Import history: Clear History button now sweeps stuck 'processing' rows

Reported: Clear History button on the Import page left zombie rows behind. Every survivor showed "⧗ Processing" status from 2-9 days ago. Trace: `_record_in_progress` inserts a `status='processing'` row up-front so the UI can render the in-flight import while it runs; `_finalize_result` updates it to `completed`/`failed` when the import finishes. When the worker is killed mid-import (server restart, crash), the row never gets finalized — stays at `processing` forever. The clear-history endpoint's SQL `DELETE ... WHERE status IN (...)` listed every terminal status but omitted `processing`, so zombies survived every click. Fix: add `processing` to the delete list, but guard against nuking genuinely-live imports by intersecting against the worker's `_snapshot_active()` map — any folder hash currently registered in `_active_imports` is excluded from the delete via an `AND folder_hash NOT IN (...)` clause. `pending_review` deliberately left out so user still has to approve/reject those explicitly. One endpoint touched (`/api/auto-import/clear-completed` in web_server.py). No worker changes — guard reuses the existing `_snapshot_active()` method that the UI poller already calls. 5 new tests in `tests/imports/test_auto_import_clear_completed_endpoint.py`: - Zombie `processing` rows swept, live `processing` row preserved (folder_hash currently in `_active_imports` survives) - Response count matches actual delete count - Empty active-set branch (unparameterized DELETE) — pinned because an empty SQL `IN ()` would be a syntax error - Worker-unavailable returns 500 (pre-existing guard not regressed) - `pending_review` rows always survive — never auto-swept Full pytest sweep: 2758 passed (one pre-existing flaky timing test on `test_import_singles_parallel.py` failed under full-suite CPU load, passes in isolation in 2.95s — unrelated to this change).
3 days ago · 698ecc99f0
parent 3af2d34cee
commit 698ecc99f0
3 changed files with 256 additions and 2 deletions
--- a/tests/imports/test_auto_import_clear_completed_endpoint.py
+++ b/tests/imports/test_auto_import_clear_completed_endpoint.py
@ -0,0 +1,232 @@
+"""Pin /api/auto-import/clear-completed behavior.
+
+Reported case: Clear History button on the Import page left zombie
+rows behind — every survivor showed "⧗ Processing" from 2-9 days ago.

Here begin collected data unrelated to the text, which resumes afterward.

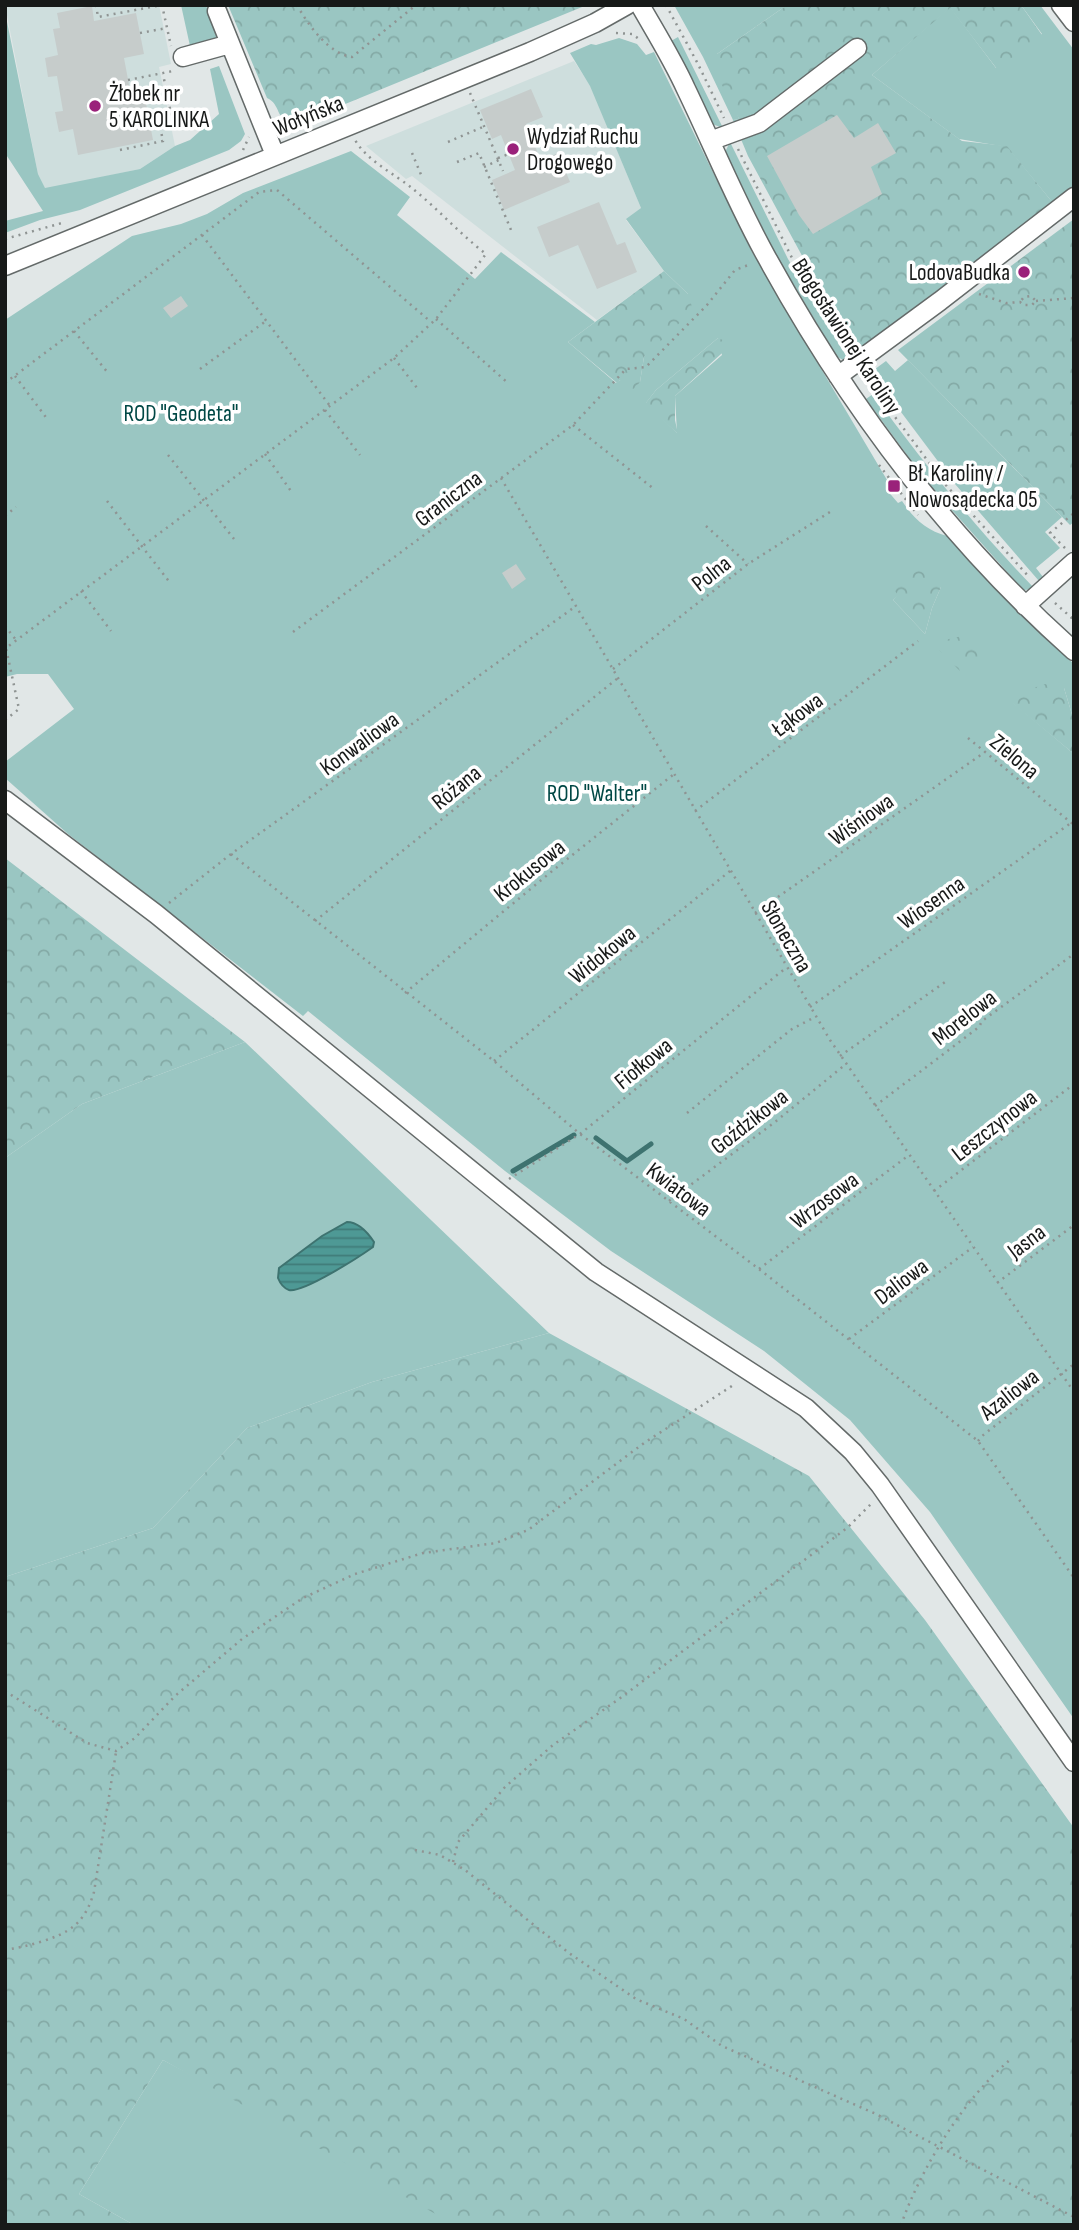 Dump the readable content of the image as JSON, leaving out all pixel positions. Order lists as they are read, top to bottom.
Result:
{
  "streets": {
    "street": ["Wołyńska", "Błogosławionej Karoliny"],
    "path": [
      "Graniczna",
      "Polna",
      "Łąkowa",
      "Konwaliowa",
      "Zielona",
      "Różana",
      "Wiśniowa",
      "Krokusowa",
      "Wiosenna",
      "Słoneczna",
      "Widokowa",
      "Morelowa",
      "Fiołkowa",
      "Goździkowa",
      "Leszczynowa",
      "Kwiatowa",
      "Wrzosowa",
      "Jasna",
      "Daliowa",
      "Azaliowa"
    ]
  },
  "crossings": [
    ["Błogosławionej Karoliny", "Graniczna"],
    ["Graniczna", "Słoneczna"],
    ["Polna", "Słoneczna"],
    ["Łąkowa", "Słoneczna"],
    ["Konwaliowa", "Słoneczna"],
    ["Konwaliowa", "Kwiatowa"],
    ["Zielona", "Wiśniowa"],
    ["Zielona", "Wiosenna"],
    ["Różana", "Słoneczna"],
    ["Różana", "Kwiatowa"],
    ["Wiśniowa", "Słoneczna"],
    ["Krokusowa", "Słoneczna"],
    ["Krokusowa", "Kwiatowa"],
    ["Wiosenna", "Słoneczna"],
    ["Słoneczna", "Widokowa"],
    ["Słoneczna", "Morelowa"],
    ["Słoneczna", "Fiołkowa"],
    ["Słoneczna", "Goździkowa"],
    ["Słoneczna", "Leszczynowa"],
    ["Słoneczna", "Wrzosowa"],
    ["Słoneczna", "Jasna"],
    ["Słoneczna", "Daliowa"],
    ["Słoneczna", "Azaliowa"],
    ["Widokowa", "Kwiatowa"],
    ["Fiołkowa", "Kwiatowa"],
    ["Goździkowa", "Kwiatowa"],
    ["Kwiatowa", "Wrzosowa"],
    ["Kwiatowa", "Daliowa"],
    ["Kwiatowa", "Azaliowa"]
  ],
  "parks": ["ROD \"Geodeta\"", "ROD \"Walter\""],
  "places": {
    "other": ["Żłobek nr 5 KAROLINKA", "Wydział Ruchu Drogowego", "LodovaBudka"],
    "transit": ["Bł. Karoliny / Nowosądecka 05"]
  }
}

+Trace: `_record_in_progress` inserts a `status='processing'` row up-front
+so the UI can render the in-flight import; `_finalize_result` updates
+it to `completed`/`failed` when the import finishes. If the worker is
+killed mid-import (server restart, crash), the row never gets finalized
+and stays at `processing` forever. The endpoint's SQL delete-list
+omitted `processing`, so zombies survived every click.
+
+Fix added `processing` to the delete list, BUT guards against nuking
+genuinely-live imports by intersecting against the worker's
+`_snapshot_active()` map — any folder hash currently registered there
+is excluded from the delete.
+
+These tests pin:
+- `processing` rows ARE swept (no longer zombies)

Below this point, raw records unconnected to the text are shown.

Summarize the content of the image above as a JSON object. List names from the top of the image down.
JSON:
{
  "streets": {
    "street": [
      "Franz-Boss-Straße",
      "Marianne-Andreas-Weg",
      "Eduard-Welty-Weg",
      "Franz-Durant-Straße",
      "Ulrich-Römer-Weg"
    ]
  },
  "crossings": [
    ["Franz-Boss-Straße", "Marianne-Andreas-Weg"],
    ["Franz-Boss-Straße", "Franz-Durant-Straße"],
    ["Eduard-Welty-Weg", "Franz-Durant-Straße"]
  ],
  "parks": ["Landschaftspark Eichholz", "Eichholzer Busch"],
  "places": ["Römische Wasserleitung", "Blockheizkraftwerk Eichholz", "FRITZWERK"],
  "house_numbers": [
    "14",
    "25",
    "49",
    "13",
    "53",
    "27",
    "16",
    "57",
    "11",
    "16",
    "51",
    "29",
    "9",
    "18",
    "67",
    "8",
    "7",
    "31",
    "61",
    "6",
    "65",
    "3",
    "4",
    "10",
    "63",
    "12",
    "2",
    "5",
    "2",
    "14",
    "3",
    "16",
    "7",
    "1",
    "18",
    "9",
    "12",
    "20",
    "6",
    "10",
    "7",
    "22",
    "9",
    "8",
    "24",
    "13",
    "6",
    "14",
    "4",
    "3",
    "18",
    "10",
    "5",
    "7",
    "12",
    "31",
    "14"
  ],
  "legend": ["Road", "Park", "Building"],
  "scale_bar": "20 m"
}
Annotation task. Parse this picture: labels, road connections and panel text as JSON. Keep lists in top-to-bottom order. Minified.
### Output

+- Live `processing` rows (folder hash currently in `_active_imports`) survive
+- `pending_review` survives (user still must approve/reject)
+- `completed` / `approved` / `failed` / `needs_identification` /
+  `rejected` rows still get swept (unchanged contract)
+- Count returned in the JSON response matches the actual delete count
+- Empty active set falls through to the unparameterized DELETE
+"""
+
+from __future__ import annotations
+
+import sqlite3
+from contextlib import contextmanager
+from unittest.mock import MagicMock
+
+import pytest
+
+
+# ---------------------------------------------------------------------------
+# Fixtures
+# ---------------------------------------------------------------------------
+
+
+@pytest.fixture
+def app_test_client():
+    import web_server
+    web_server.app.config['TESTING'] = True
+    with web_server.app.test_client() as client:
+        yield client
+
+
+@pytest.fixture
+def seeded_db(tmp_path):
+    """Real sqlite DB with the auto_import_history table populated by
+    a mix of statuses + folder hashes. Returns a (connection_factory,
+    rows_seeded) tuple. The factory is a `_get_connection` lookalike
+    that returns the same connection so the endpoint sees the same data."""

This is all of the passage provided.